**Stored data entries:**
• • • • •

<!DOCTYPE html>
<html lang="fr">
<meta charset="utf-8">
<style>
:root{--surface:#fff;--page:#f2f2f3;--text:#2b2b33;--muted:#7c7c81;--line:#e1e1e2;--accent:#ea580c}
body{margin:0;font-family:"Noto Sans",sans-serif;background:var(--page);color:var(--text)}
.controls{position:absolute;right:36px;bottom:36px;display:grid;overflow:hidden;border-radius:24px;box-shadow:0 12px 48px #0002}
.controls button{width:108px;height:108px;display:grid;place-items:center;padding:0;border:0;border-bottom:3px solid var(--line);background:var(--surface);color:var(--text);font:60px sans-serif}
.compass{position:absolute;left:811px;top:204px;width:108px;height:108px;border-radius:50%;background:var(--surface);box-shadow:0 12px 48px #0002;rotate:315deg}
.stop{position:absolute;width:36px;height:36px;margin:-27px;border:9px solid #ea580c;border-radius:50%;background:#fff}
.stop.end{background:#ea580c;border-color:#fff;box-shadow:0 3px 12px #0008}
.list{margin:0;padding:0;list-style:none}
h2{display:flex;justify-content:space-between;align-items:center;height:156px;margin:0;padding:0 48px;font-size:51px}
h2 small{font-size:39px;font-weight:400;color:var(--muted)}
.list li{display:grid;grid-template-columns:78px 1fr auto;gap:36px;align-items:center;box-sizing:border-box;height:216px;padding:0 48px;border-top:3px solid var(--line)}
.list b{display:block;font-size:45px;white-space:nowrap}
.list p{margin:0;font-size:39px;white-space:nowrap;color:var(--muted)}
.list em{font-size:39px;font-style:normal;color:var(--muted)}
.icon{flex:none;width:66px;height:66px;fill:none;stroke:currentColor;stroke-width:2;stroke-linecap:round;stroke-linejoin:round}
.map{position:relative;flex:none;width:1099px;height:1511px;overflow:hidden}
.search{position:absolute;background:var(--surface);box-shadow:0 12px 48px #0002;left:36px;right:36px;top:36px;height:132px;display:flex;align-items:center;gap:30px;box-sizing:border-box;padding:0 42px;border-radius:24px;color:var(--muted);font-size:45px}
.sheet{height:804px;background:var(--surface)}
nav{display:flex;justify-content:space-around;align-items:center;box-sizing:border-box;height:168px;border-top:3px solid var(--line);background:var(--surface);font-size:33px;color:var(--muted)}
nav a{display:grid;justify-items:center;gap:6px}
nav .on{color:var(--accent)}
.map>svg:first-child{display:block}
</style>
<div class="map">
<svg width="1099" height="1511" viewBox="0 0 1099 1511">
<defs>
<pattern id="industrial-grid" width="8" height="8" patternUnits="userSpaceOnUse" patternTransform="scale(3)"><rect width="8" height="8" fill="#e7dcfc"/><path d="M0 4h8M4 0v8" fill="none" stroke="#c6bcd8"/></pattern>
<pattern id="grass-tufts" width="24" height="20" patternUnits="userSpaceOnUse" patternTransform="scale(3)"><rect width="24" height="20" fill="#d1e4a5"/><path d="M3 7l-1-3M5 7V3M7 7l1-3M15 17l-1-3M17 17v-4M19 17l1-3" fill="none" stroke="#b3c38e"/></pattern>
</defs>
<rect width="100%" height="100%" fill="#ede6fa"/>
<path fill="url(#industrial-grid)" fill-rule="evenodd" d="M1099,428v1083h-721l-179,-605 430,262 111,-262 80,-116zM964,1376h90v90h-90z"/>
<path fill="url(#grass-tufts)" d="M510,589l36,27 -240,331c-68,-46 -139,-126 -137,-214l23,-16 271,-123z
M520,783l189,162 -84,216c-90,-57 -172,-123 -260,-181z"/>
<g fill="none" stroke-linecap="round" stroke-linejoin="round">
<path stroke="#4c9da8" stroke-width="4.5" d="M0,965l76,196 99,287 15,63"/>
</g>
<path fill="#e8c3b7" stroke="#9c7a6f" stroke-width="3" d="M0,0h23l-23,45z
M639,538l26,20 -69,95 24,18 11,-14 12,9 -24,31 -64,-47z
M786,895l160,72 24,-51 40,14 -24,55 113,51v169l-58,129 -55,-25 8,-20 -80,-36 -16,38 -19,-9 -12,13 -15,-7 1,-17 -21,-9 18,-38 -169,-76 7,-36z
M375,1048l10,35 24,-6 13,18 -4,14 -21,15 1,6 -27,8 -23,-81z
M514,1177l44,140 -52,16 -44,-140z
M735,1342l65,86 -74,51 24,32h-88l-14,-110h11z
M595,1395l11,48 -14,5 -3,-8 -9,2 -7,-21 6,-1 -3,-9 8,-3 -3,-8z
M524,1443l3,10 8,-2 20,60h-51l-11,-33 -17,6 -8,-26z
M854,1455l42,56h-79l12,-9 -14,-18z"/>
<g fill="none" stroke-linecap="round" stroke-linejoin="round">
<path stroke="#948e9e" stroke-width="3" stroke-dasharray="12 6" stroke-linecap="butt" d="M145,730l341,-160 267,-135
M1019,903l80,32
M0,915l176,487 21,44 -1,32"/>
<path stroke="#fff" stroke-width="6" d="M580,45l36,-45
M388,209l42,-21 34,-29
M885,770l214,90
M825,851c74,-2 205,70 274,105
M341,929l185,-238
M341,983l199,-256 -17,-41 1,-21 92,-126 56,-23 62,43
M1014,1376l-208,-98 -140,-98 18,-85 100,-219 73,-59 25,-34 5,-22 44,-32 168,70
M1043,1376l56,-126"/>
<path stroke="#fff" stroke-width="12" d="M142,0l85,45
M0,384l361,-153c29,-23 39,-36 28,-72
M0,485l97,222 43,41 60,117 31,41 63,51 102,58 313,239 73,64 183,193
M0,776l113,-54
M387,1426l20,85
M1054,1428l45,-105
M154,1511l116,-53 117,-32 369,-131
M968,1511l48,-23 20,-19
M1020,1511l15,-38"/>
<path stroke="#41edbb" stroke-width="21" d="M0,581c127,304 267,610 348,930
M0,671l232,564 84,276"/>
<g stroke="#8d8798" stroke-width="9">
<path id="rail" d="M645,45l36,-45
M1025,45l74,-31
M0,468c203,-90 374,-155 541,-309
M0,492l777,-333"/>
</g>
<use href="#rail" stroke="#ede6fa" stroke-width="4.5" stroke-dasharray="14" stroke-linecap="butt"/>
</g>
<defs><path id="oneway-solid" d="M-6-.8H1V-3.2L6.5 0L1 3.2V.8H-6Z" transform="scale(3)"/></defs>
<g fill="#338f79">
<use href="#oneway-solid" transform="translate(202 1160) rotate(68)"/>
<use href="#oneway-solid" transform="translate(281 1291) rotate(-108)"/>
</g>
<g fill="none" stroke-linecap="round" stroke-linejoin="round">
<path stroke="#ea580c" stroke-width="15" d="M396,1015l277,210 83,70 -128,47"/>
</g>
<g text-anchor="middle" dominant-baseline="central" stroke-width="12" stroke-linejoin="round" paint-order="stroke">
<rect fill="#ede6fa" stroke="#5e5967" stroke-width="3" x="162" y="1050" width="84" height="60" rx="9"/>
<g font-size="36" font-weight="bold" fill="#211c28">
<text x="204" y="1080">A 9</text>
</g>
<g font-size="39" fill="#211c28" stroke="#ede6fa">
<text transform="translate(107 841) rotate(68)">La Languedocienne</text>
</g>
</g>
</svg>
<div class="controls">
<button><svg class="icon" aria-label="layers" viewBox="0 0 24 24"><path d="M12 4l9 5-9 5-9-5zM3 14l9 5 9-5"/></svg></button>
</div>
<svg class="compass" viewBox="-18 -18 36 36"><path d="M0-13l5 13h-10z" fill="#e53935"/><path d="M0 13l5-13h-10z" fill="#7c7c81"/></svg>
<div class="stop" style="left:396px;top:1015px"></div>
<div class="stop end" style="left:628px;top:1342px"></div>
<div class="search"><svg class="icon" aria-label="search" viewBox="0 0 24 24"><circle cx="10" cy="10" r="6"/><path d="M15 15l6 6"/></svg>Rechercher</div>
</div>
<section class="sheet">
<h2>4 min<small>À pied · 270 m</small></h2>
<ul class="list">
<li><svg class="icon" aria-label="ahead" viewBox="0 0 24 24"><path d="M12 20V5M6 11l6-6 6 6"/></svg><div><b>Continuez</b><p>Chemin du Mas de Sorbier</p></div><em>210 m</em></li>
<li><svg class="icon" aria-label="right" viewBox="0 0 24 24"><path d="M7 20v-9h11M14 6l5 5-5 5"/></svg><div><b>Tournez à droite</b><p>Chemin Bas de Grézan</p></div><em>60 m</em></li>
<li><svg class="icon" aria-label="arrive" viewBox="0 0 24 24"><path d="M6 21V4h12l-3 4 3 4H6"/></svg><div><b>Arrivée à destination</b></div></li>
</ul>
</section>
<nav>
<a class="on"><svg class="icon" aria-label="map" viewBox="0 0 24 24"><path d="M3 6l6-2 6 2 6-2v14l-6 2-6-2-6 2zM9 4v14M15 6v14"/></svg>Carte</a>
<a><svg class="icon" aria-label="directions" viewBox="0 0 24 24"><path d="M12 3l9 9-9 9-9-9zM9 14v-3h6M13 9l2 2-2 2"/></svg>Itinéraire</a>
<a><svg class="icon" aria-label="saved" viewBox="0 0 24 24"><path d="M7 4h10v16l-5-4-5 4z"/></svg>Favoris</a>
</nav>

• • • • •

**Work item:**
Show the lines of the data that hold the word "button".

**Written response:**
.controls button{width:108px;height:108px;display:grid;place-items:center;padding:0;border:0;border-bottom:3px solid var(--line);background:var(--surface);color:var(--text);font:60px sans-serif}
<button><svg class="icon" aria-label="layers" viewBox="0 0 24 24"><path d="M12 4l9 5-9 5-9-5zM3 14l9 5 9-5"/></svg></button>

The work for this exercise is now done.